I was there on the first night of this classic in a full house that included many latter-day Janeites.

Pride and Prejudice is one of the nation’s favourite novels and this adaption has much work to do to cram the brilliance of the plot, characters and dialogue into a relatively short play.

Gentle readers are, of course, familiar with the narrative and the English property law which would have deprived Mrs Bennet and her five daughters of their home on the death of Mr Bennet and also familiar with the screen and film productions where we marvel at some of our great actors and their characters.

The cast succeeded in capturing the magic, mores and manners of the novel with well-paced scenes, simple and well-designed sets, good ensemble work with lovely dancing and costumes. Somewhat less convincing were some of the two hander scenes, which needed extra work.

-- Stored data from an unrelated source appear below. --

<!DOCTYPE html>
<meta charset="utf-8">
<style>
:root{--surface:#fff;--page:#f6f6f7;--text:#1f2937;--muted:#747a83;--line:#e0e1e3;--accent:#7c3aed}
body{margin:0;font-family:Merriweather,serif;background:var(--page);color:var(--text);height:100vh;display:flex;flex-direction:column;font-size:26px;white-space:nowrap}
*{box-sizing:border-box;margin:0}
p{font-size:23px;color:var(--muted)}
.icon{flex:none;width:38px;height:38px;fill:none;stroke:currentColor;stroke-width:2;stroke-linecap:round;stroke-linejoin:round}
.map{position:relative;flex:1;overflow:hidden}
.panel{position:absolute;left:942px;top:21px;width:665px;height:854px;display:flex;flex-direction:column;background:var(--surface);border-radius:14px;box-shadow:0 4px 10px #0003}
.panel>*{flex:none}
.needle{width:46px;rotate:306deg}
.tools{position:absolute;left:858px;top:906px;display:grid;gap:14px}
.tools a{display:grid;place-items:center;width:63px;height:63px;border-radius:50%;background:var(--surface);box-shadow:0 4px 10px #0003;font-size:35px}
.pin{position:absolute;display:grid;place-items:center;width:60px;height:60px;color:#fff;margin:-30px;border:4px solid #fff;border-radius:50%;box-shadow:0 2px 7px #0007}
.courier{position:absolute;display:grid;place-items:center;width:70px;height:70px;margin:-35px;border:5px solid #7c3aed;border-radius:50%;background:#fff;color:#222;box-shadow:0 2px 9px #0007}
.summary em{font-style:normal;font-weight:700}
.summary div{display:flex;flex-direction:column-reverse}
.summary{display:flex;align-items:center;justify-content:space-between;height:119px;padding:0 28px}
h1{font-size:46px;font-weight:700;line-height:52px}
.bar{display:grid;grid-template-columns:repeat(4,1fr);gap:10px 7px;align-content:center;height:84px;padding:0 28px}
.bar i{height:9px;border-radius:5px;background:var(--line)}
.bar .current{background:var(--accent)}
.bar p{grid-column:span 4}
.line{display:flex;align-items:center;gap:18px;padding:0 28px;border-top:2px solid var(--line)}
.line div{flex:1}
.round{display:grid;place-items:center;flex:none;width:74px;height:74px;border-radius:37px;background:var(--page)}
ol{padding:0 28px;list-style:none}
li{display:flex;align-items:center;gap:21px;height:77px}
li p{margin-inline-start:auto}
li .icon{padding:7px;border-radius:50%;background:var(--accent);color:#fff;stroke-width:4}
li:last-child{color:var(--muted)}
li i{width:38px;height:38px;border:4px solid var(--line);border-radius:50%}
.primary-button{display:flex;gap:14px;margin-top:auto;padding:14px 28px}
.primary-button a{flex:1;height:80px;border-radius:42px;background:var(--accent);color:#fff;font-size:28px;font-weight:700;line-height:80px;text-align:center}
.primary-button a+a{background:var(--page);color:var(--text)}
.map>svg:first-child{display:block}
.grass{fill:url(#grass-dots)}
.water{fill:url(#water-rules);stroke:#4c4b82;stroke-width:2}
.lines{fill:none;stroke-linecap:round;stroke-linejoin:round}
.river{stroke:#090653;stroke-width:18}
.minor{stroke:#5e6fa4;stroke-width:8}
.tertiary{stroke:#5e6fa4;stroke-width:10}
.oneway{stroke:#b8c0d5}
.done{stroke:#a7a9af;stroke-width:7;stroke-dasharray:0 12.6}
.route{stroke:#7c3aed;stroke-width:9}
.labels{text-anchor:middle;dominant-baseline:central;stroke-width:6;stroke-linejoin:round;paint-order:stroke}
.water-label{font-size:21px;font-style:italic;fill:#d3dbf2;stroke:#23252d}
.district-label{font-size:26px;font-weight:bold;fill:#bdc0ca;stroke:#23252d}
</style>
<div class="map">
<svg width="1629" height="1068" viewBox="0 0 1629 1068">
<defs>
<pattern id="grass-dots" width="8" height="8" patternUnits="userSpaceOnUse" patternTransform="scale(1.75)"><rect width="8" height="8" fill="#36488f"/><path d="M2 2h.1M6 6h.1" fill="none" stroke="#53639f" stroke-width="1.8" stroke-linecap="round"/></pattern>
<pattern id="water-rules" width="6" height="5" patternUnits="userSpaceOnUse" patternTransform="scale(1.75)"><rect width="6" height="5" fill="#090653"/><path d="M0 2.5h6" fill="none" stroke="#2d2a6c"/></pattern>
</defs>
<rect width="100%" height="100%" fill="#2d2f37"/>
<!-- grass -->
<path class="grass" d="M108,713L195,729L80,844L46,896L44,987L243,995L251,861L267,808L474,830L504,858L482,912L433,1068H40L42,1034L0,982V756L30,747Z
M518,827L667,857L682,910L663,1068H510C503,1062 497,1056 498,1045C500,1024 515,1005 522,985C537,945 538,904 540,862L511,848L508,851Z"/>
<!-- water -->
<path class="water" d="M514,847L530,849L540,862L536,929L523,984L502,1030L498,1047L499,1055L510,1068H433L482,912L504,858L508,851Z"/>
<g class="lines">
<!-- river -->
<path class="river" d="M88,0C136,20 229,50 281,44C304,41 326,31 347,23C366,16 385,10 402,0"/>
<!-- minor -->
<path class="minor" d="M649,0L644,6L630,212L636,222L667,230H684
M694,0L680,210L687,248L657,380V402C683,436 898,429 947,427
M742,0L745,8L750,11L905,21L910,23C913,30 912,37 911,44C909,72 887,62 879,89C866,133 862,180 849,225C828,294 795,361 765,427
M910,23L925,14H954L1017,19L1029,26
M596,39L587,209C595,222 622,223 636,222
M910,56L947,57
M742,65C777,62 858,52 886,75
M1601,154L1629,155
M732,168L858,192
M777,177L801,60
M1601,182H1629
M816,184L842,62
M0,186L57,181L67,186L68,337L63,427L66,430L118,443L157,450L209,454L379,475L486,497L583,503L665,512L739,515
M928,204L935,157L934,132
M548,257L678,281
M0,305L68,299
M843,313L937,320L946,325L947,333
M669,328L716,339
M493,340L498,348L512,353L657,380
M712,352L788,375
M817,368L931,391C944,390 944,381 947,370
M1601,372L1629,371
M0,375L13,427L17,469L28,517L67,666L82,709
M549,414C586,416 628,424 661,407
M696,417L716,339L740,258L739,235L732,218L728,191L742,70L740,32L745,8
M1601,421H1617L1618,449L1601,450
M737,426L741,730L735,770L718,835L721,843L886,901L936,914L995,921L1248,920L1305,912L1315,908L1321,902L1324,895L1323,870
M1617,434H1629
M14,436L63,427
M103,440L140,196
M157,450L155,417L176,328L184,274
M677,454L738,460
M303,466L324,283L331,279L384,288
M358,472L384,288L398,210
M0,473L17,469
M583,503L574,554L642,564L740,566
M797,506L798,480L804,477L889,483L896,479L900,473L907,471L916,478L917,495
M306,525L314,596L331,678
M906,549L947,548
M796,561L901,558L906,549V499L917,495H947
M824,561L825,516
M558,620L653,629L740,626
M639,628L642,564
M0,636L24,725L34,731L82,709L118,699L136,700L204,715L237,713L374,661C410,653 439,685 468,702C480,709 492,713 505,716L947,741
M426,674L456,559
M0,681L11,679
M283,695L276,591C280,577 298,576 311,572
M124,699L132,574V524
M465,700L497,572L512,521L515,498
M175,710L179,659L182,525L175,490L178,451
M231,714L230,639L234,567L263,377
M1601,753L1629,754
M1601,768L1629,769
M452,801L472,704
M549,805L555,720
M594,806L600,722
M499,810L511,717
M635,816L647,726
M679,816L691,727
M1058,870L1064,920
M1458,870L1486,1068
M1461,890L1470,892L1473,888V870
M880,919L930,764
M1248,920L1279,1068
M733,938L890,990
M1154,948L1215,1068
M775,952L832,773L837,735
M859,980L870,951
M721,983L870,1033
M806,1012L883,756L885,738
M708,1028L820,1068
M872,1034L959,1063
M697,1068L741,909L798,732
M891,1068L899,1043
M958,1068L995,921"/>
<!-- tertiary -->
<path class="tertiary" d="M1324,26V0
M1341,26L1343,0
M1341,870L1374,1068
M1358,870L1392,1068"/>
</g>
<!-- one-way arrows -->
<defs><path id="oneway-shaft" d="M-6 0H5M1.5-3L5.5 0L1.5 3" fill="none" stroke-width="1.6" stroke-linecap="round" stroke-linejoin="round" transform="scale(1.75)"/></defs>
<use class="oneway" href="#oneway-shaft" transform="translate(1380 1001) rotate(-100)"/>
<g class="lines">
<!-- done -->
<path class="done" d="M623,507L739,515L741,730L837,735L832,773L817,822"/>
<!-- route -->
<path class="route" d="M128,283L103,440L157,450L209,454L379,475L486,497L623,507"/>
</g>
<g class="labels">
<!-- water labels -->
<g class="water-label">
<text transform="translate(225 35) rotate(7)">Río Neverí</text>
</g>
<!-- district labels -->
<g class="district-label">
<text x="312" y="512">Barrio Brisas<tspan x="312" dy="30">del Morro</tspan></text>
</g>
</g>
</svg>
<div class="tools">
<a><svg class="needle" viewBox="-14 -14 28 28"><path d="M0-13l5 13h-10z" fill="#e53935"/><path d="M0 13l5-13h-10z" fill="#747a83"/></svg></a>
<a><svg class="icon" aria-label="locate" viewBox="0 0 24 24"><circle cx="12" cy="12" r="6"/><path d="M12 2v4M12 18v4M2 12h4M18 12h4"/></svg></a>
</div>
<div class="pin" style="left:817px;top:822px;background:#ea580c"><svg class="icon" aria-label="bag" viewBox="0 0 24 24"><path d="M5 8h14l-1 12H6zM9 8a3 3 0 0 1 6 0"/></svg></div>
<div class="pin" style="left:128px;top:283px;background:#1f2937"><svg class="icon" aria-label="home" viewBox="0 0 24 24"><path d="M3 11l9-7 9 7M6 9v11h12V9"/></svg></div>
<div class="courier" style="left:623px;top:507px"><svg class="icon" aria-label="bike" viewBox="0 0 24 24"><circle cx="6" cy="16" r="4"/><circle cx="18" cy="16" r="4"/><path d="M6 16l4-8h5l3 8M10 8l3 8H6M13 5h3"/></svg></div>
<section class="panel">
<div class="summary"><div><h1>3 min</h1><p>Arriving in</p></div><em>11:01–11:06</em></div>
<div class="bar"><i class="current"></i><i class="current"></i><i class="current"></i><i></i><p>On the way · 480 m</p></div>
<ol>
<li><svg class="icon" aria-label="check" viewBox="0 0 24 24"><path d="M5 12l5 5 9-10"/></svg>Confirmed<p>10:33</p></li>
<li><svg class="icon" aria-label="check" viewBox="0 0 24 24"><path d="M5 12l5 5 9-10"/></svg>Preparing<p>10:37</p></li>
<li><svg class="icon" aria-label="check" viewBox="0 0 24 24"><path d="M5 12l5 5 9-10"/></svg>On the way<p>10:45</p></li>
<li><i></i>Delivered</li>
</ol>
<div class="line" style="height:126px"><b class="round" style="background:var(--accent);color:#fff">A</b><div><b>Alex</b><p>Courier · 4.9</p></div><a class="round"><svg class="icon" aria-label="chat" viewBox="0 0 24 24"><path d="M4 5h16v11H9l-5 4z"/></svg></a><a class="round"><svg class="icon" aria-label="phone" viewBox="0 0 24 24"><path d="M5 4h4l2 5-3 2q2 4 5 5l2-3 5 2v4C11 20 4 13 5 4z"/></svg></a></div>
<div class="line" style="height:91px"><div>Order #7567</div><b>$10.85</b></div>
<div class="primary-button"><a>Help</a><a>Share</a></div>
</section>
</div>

Mrs Bennet (Gini Comyns), is one of Jane Austen’s most splendid creations. She is at the heart (and nerves) of the family and play, trying to get her daughters married and the actor has to give it much energy and humour to avoid unfair comparisons with previous incarnations; she did well considering the ‘previous’ associated with the role.

Mr Bennet is somewhat detached from family life, leaving Mrs Bennet and their daughters to run the emotional life of the household. Bill Allender plays him neatly with dryness and understanding.

But it was Glen Marks as Mr Collins who gets my vote. Almost exploding onto the stage, he was a gem from start to finish with his brilliant characterisation, physicality and engagement. He was sublimely ridiculous and epically crass. A near perfect performance; I would be a churl to criticise him. ‘Mr Collins – The Musical’ must surely follow.

Fitzwilliam Darcy is played by James Slacke, a handsome young man with lustrous black hair – think Poldark, Heathcliff, Firth etc – that type. He was good but he was oh so proud and the change from pride to the declarations of love for Elizabeth was a bit abrupt. The audience needed to see the changes happening to him. A good pond scene would have added to the audience enjoyment.

Elizabeth Bennet is the heroine of the play and Imogen Willetts played her part with great charm and lightness, but I did not like to see her giving ground deferentially to the onslaught of Lady Catherine de Bourgh in the wilderness scene. Elizabeth is, after all, the feistiest and most outspoken of the five daughters.

The remainder of the fairly large cast gave strong support to this very English play that still captivated and delighted the audience in its own special way.